I'm sorry everybody, my point is that it's my understanding that the very last season of Corner Gas hasn't been broadcast yet on WGN, so for all of us in the USA, these will be brand new episodes to us. Am I mistaken about that? I'm just asking for a warning when they will begin, because I'm pretty sure that a Season Pass' "First-Run Only" option will not work with a syndicated show, right?


----------



## TIVO_GUY_HERE (Jul 10, 2000)

Schmye, your right first run doesn't work for this show, heck you can't even depend on the episode descriptions to correct. And the last season has not yet been shown in USA. But I'm sure WGN will put out a big ad campaign when they start showing them.


----------



## Schmye Bubbula (Oct 14, 2004)

Any word yet when the last season episodes start on WGN?


----------



## tgrim1 (Sep 11, 2006)

Man I love that show. I watched all 5 seasons twice over the summer. I'm not sure what WGN does, but season 6 starts Oct 13.

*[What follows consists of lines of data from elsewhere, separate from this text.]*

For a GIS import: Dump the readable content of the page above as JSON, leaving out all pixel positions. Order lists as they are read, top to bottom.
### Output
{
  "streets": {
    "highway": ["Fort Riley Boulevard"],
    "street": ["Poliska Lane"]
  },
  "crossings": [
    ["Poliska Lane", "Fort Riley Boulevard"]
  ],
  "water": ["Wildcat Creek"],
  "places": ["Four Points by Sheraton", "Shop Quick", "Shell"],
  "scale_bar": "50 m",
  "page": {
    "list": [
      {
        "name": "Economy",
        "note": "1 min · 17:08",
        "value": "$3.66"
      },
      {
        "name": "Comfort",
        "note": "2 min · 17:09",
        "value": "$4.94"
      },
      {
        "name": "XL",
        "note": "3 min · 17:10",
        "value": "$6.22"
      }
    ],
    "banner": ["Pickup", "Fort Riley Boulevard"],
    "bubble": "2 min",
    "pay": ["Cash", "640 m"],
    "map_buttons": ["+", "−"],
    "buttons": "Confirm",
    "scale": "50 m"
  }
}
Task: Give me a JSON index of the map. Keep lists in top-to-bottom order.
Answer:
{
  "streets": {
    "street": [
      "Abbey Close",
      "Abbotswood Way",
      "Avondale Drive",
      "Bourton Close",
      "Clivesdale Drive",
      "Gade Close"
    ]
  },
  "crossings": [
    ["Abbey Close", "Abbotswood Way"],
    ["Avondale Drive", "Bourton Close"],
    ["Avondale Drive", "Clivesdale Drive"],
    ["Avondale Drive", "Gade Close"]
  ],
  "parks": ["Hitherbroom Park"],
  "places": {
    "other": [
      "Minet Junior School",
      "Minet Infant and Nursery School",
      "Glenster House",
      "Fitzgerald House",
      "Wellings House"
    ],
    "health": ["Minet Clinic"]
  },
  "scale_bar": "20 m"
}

Did anyone know that Brett and Nancy (Wanda) are actually married?


----------



## Bierboy (Jun 12, 2004)

tgrim1 said:


> Man I love that show. I watched all 5 seasons twice over the summer. I'm not sure what WGN does, but season 6 starts Oct 13.
> 
> Did anyone know that Brett and Nancy (Wanda) are actually married?


Yeah, I think it was mentioned in the Corner Gas thread over in the TV Show Talk forum.

It is, indeed, sad that this will be the last season of CG. I have nearly 60 eps stored on my S3...I can watch them over and over and never get tired of them. Eventually, I'll probably order all the DVDs from their Web site. Season 6 is now available on DVD.


----------



## Schmye Bubbula (Oct 14, 2004)

Any word yet when the last season episodes start on WGN?


----------



## Bierboy (Jun 12, 2004)

Schmye Bubbula said:


> Any word yet when the last season episodes start on WGN?


Not gonna happen. Several of us contacted WGN, and they said clearly they would not air the final season. You'll have to use "alternate sources" or weight for the DVDs.


----------



## Bierboy (Jun 12, 2004)

Schmye Bubbula said:


> Any word yet when the last season episodes start on WGN?


Not gonna happen. Several of us contacted WGN, and they said clearly they would not air the final season. You'll have to use "alternate sources" or weight for the DVDs. Season 6 is now available.


----------